Module to write coverage report

class PhixModule(input_directory, output_filename=None, tag_R1='_R1_')[source]#

Write HTML report of fastq stats analysis.

Parameters:

input_directory -- where to find the json and boxplot image. The path where to find the data does not matter since the JSON and PNG will be embedded.
path_to_fastqc -- This must be provided by the user. This is the directory where will be found the original FastQC reports. This can be infered but is prone to error so for now, we must provide this argument.
output_filename -- if not provided, the HTML is not created.

from sequana.modules_report.fastq_stats import FastQStatsModule
ff = PhixModule("./SAMPLE/", "test.html")

Expect to find bwa_mem_stats/bwa_mem_stats.json and phix_stats/*json

where *json is a pattern SAMPLE_R1_.mapped.json or SAMPLE_R1_.unmapped.json. Same with _R2_.

add_stats()[source]#

create_report_content()[source]#: Generate the sections list to fill the HTML report.

Module to copy quast directory in the report directory

QuastModule(data)[source]#: Copy quast directory in report directory.

Module to write differential regulation analysis report

class RNAdiffModule(folder, gff, output_filename='summary.html', **kwargs)[source]#

Write HTML report of variant calling. This class takes a csv file generated by sequana_variant_filter.

constructor

add_cluster()[source]#

add_dispersion()[source]#

add_individual_report(comp, name, counter)[source]#

add_normalisation()[source]#

add_plot_count_per_sample()[source]#

add_upset_plot()[source]#

create_command_section()[source]#

create_individual_reports()[source]#

create_main_report_content()[source]#

summary()[source]#: Add information of filter.

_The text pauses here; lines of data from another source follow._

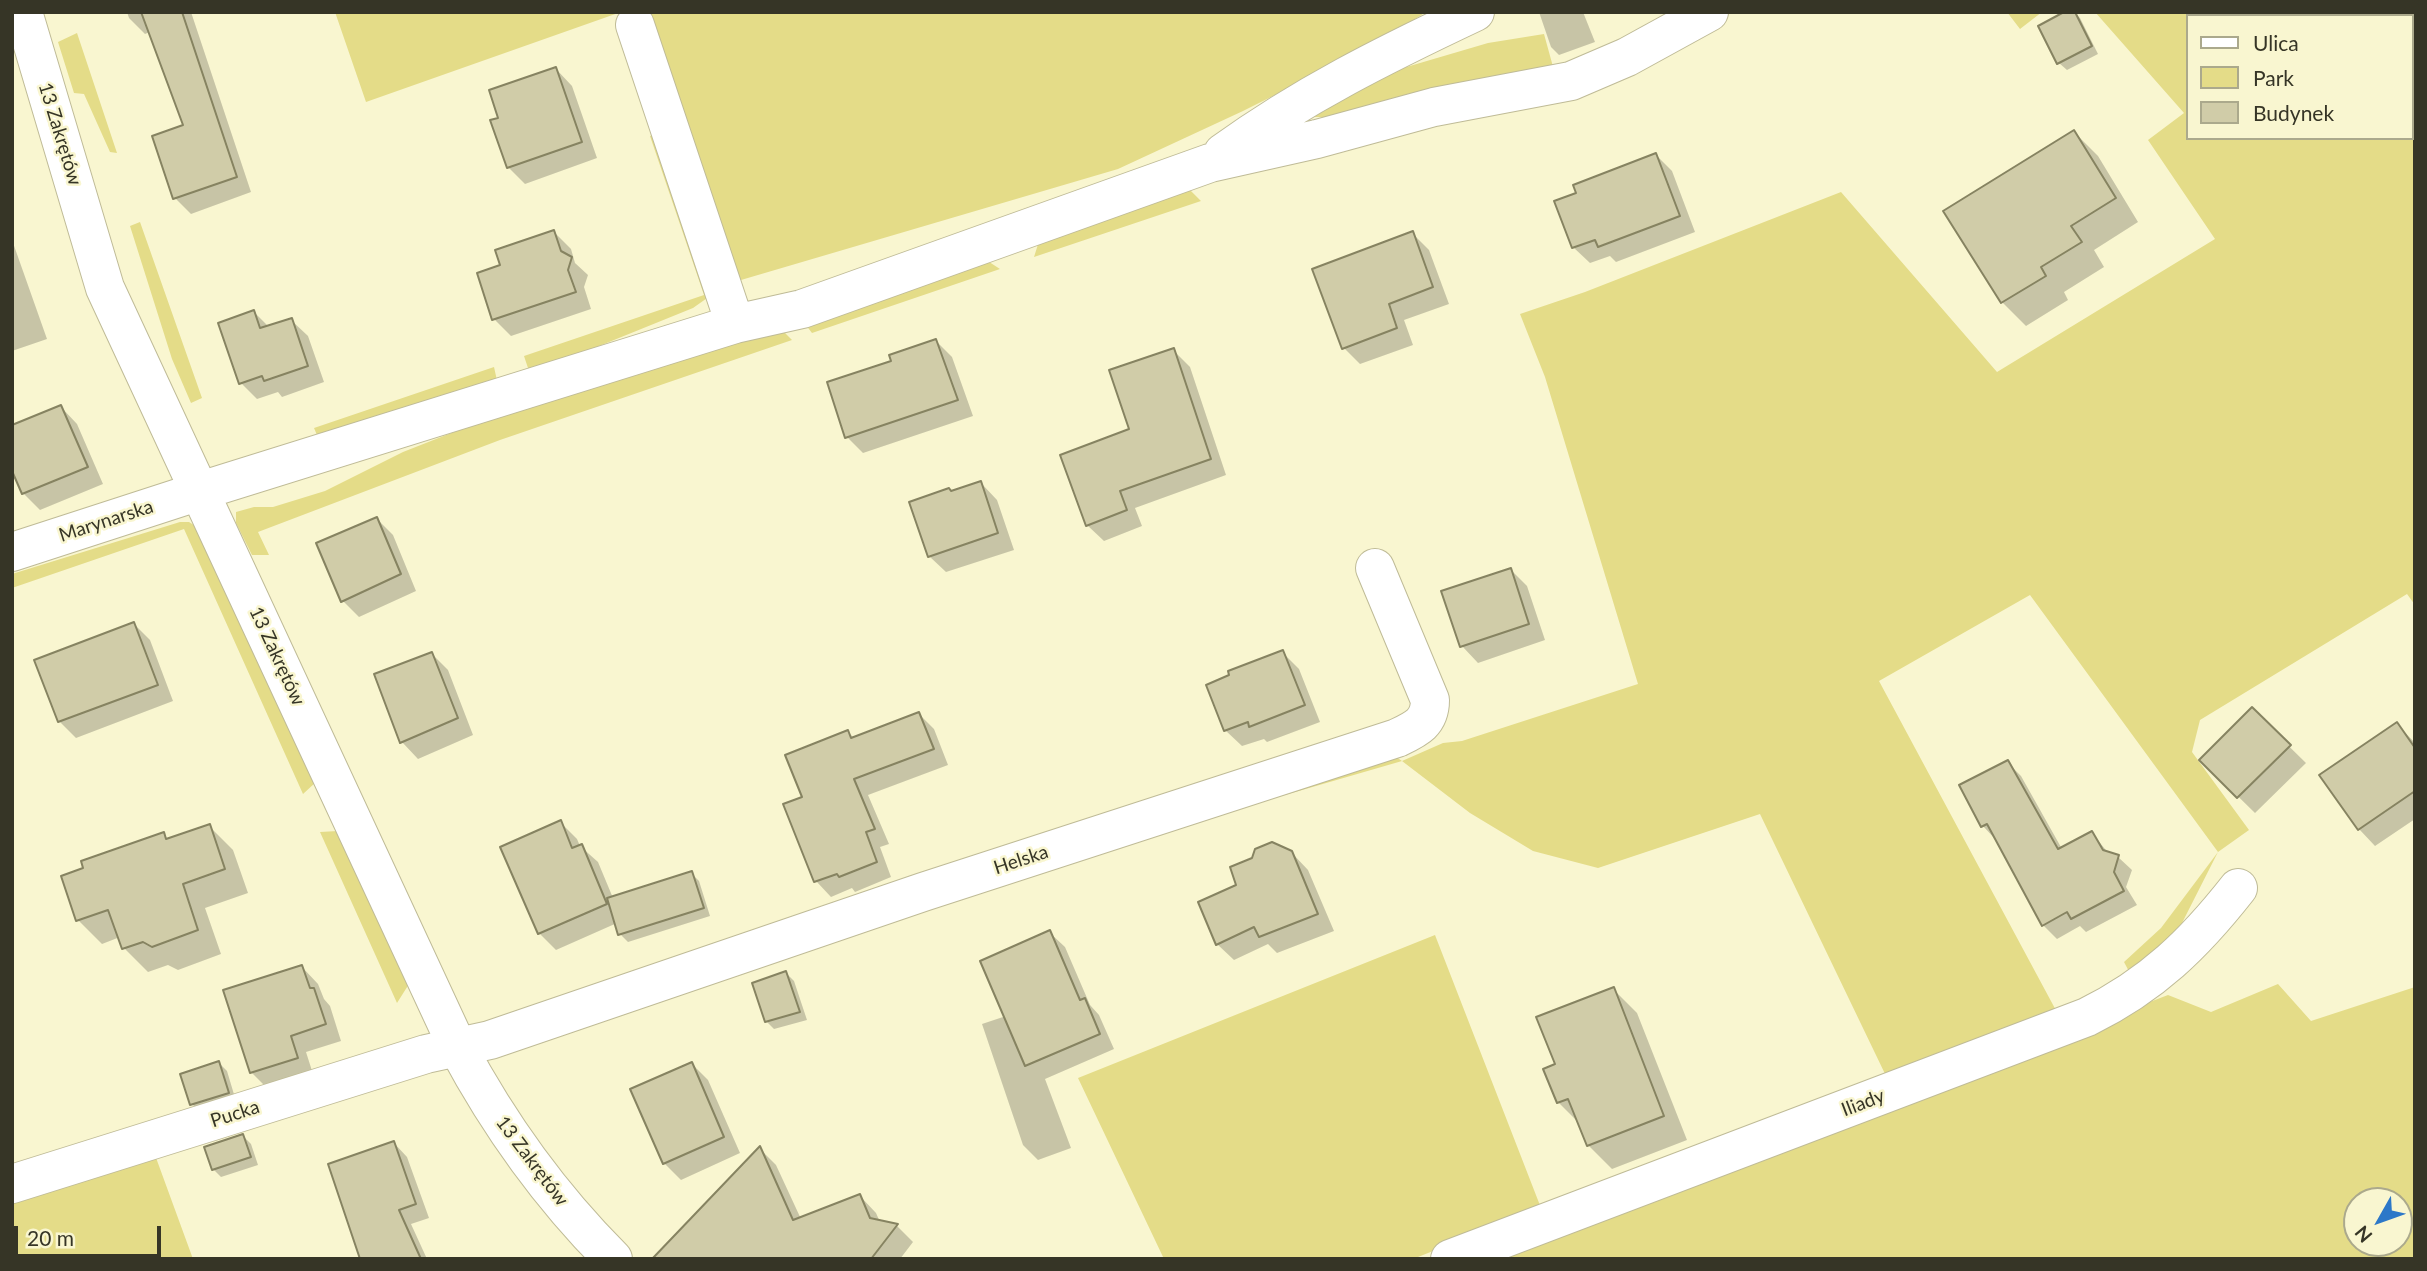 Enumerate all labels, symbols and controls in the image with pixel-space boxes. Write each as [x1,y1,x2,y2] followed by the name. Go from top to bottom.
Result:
[2186,14,2413,140] legend
[2253,30,2299,55] text: Ulica
[2253,65,2294,90] text: Park
[34,80,86,188] street label: 13 Zakrętów
[2253,100,2334,125] text: Budynek
[56,495,156,547] street label: Marynarska
[244,603,310,709] street label: 13 Zakrętów
[991,840,1051,880] street label: Helska
[1838,1084,1888,1122] street label: Iliady
[208,1095,262,1133] street label: Pucka
[491,1112,573,1210] street label: 13 Zakrętów
[2343,1187,2413,1257] north arrow
[18,1212,164,1256] scale bar
[2350,1222,2377,1248] text: N
[27,1225,74,1250] text: 20 m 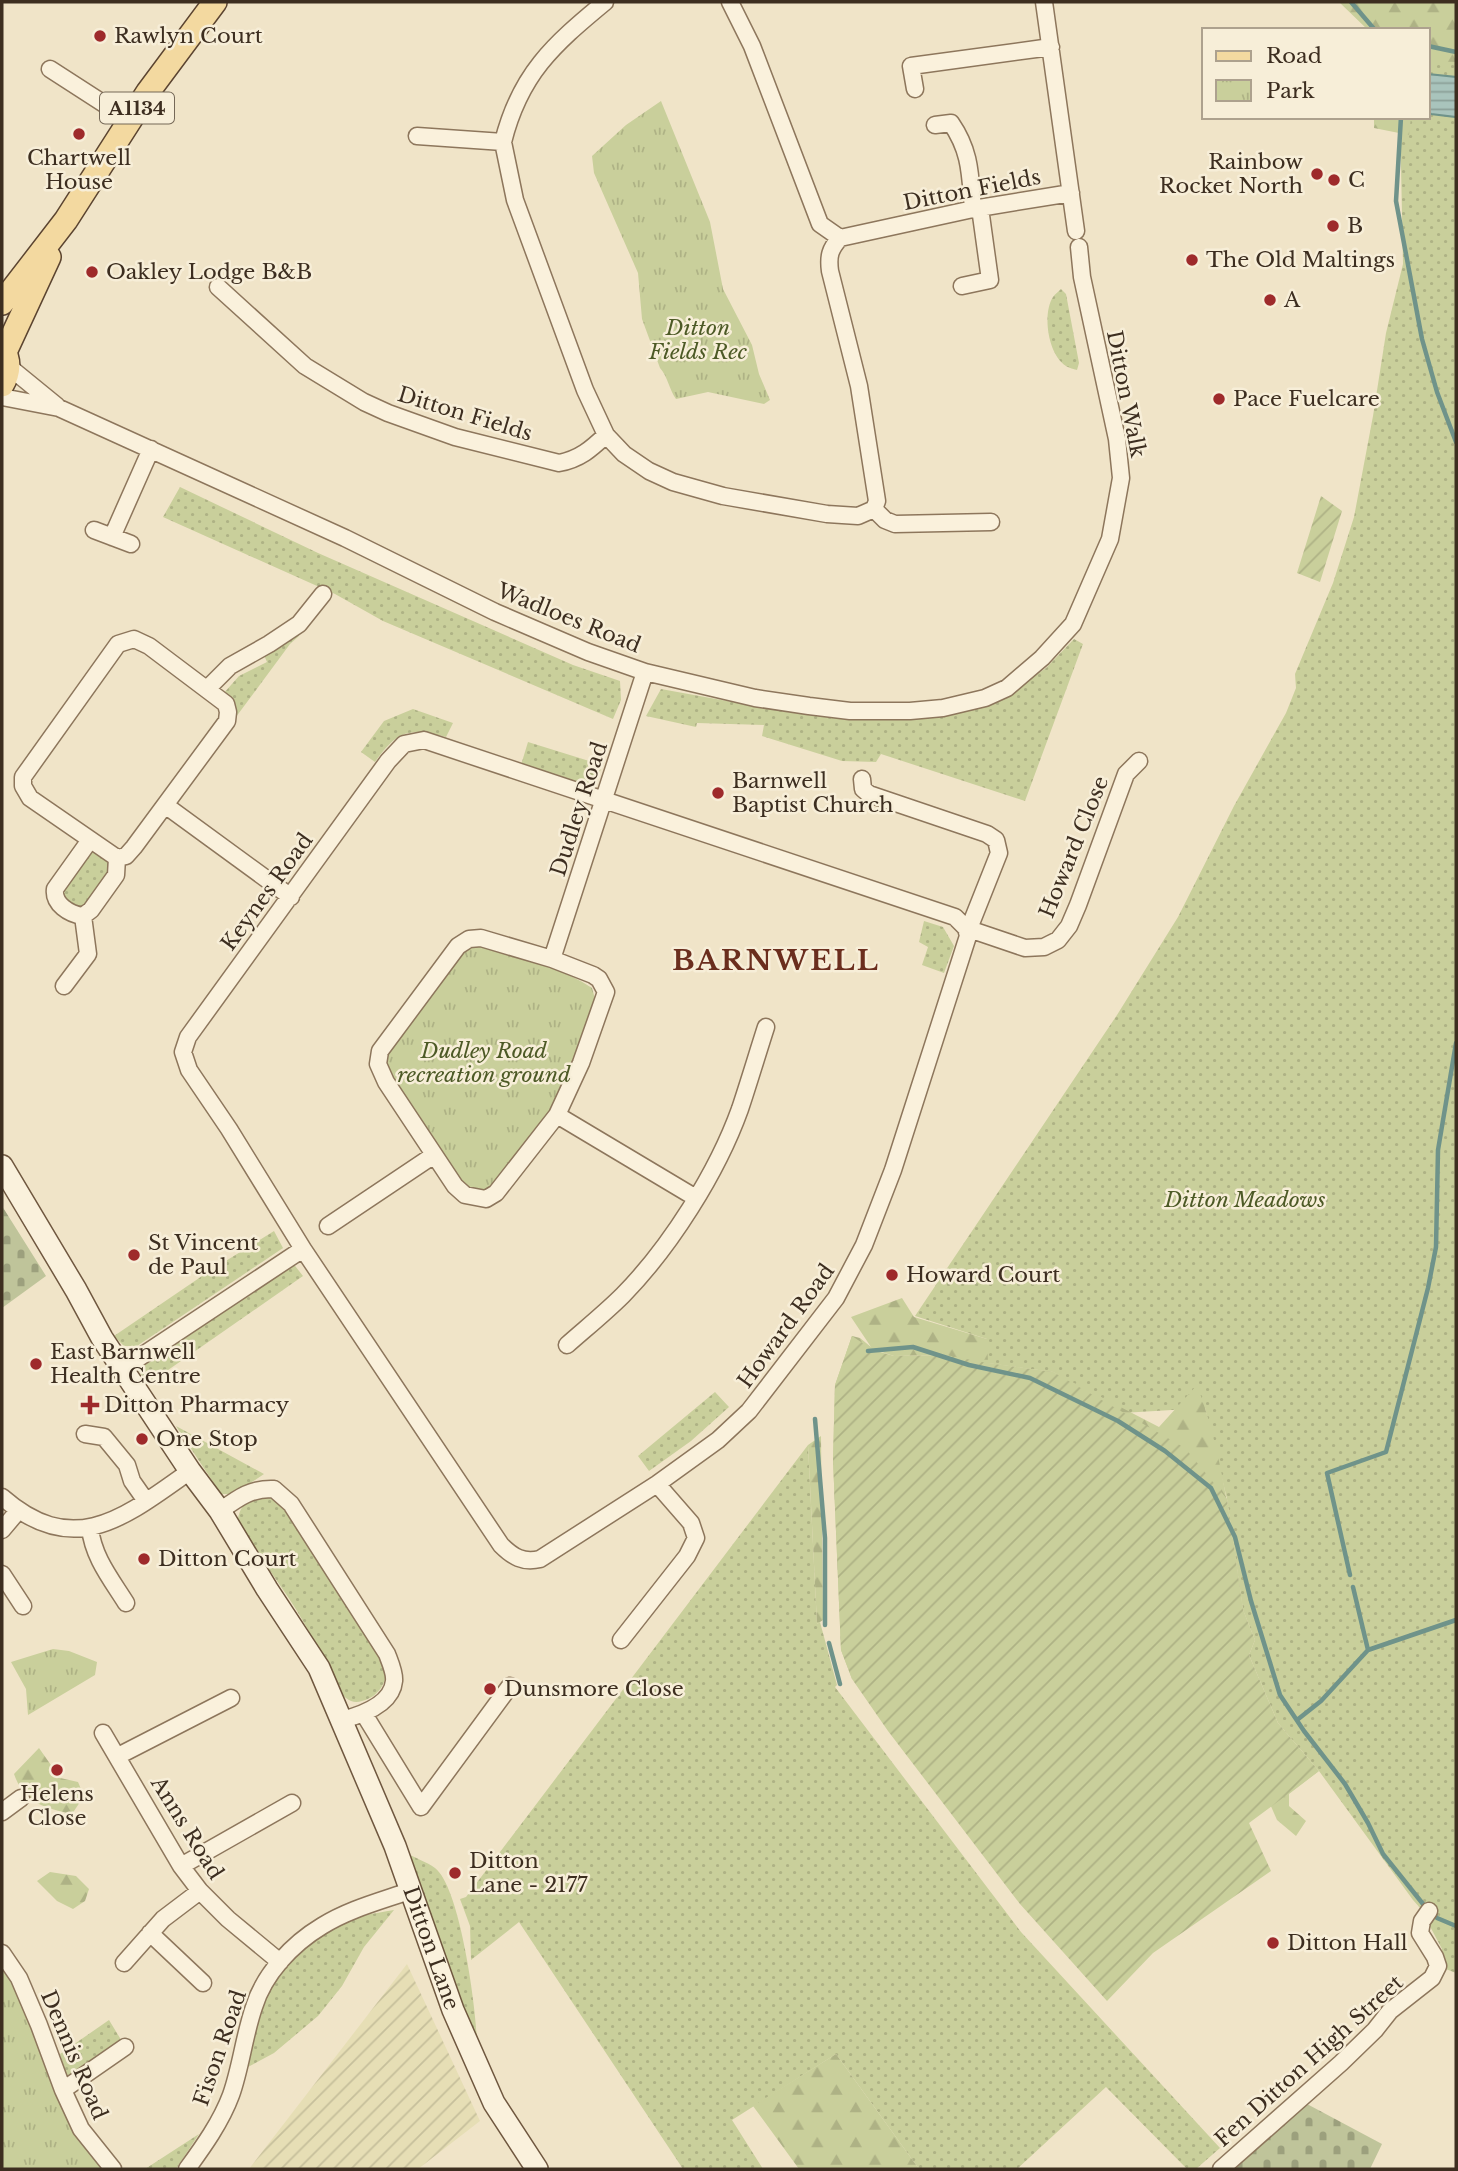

Module to write summary.html have all information about the pipeline and to visit other analysis

class SequanaReport(data, intro='', output_filename='summary.html', title='', workflow=True, Nsamples=1)[source]#

Write summary HTML report of an analysis. It contains all information about the pipeline used, input/output files and version of software.

Build a SequanaReport.

Parameters:

data (dict) -- report metadata (pipeline name, version, wrappers, ...).
intro (str) -- optional HTML introduction text.
output_filename (str) -- output HTML file name.
title (str) -- report title.
workflow (bool) -- include the workflow section.
Nsamples (int) -- number of samples in the analysis.

caller()[source]#

create_report_content(workflow=True)[source]#: Create the report content.

dependencies()[source]#: Table with all python dependencies and a text file with tools needed and their versions.

get_table_versions()[source]#: Return third party tools from the requirements.txt and their versions.

workflow()[source]#

class SummaryBase(required_dir=None)[source]#

dependencies()[source]#: Table with all python dependencies and a text file with tools needed and their versions.

get_table_dependencies()[source]#: Return dependencies of Sequana.

Report dedicated to BAM file

TRFModule(trf_input[, output_filename])

Report dedicated to TRF file

class TRFModule(trf_input, output_filename=None)[source]#

Report dedicated to TRF file

add_images_section()[source]#

add_info()[source]#

add_table()[source]#

create_report_content()[source]#

Module to write enrichment report

class ModuleUniprotEnrichment(gene_lists, summary, enrichment_params={'log2_fc': 3, 'max_entries': 3000, 'nmax': 50, 'padj': 0.05, 'plot_logx': True}, command='', ontologies=['MF', 'BP', 'CC'])[source]#

Write HTML report of variant calling. This class takes a csv file generated by sequana_variant_filter.

constructor

add_go()[source]#

create_report_content()[source]#

get_html_table(this_df, identifier)[source]#

summary()[source]#: Add information.

Module to write variant calling report

class VariantCallingModule(data)[source]#

Write HTML report of variant calling. This class takes a csv file generated by sequana_variant_filter.

constructor

Parameters:: data -- a CSV filename created by sequana.freebayes_vcf_filter or a freebayes_vcf_filter.Filtered_freebayes object.

add_intro_download()[source]#

add_overview()[source]#

create_histogram_frequencies()[source]#

create_histogram_frequencies2()[source]#

create_report_content()[source]#

filters_information()[source]#: Add information of filter.

variant_calling()[source]#: Variants detected section.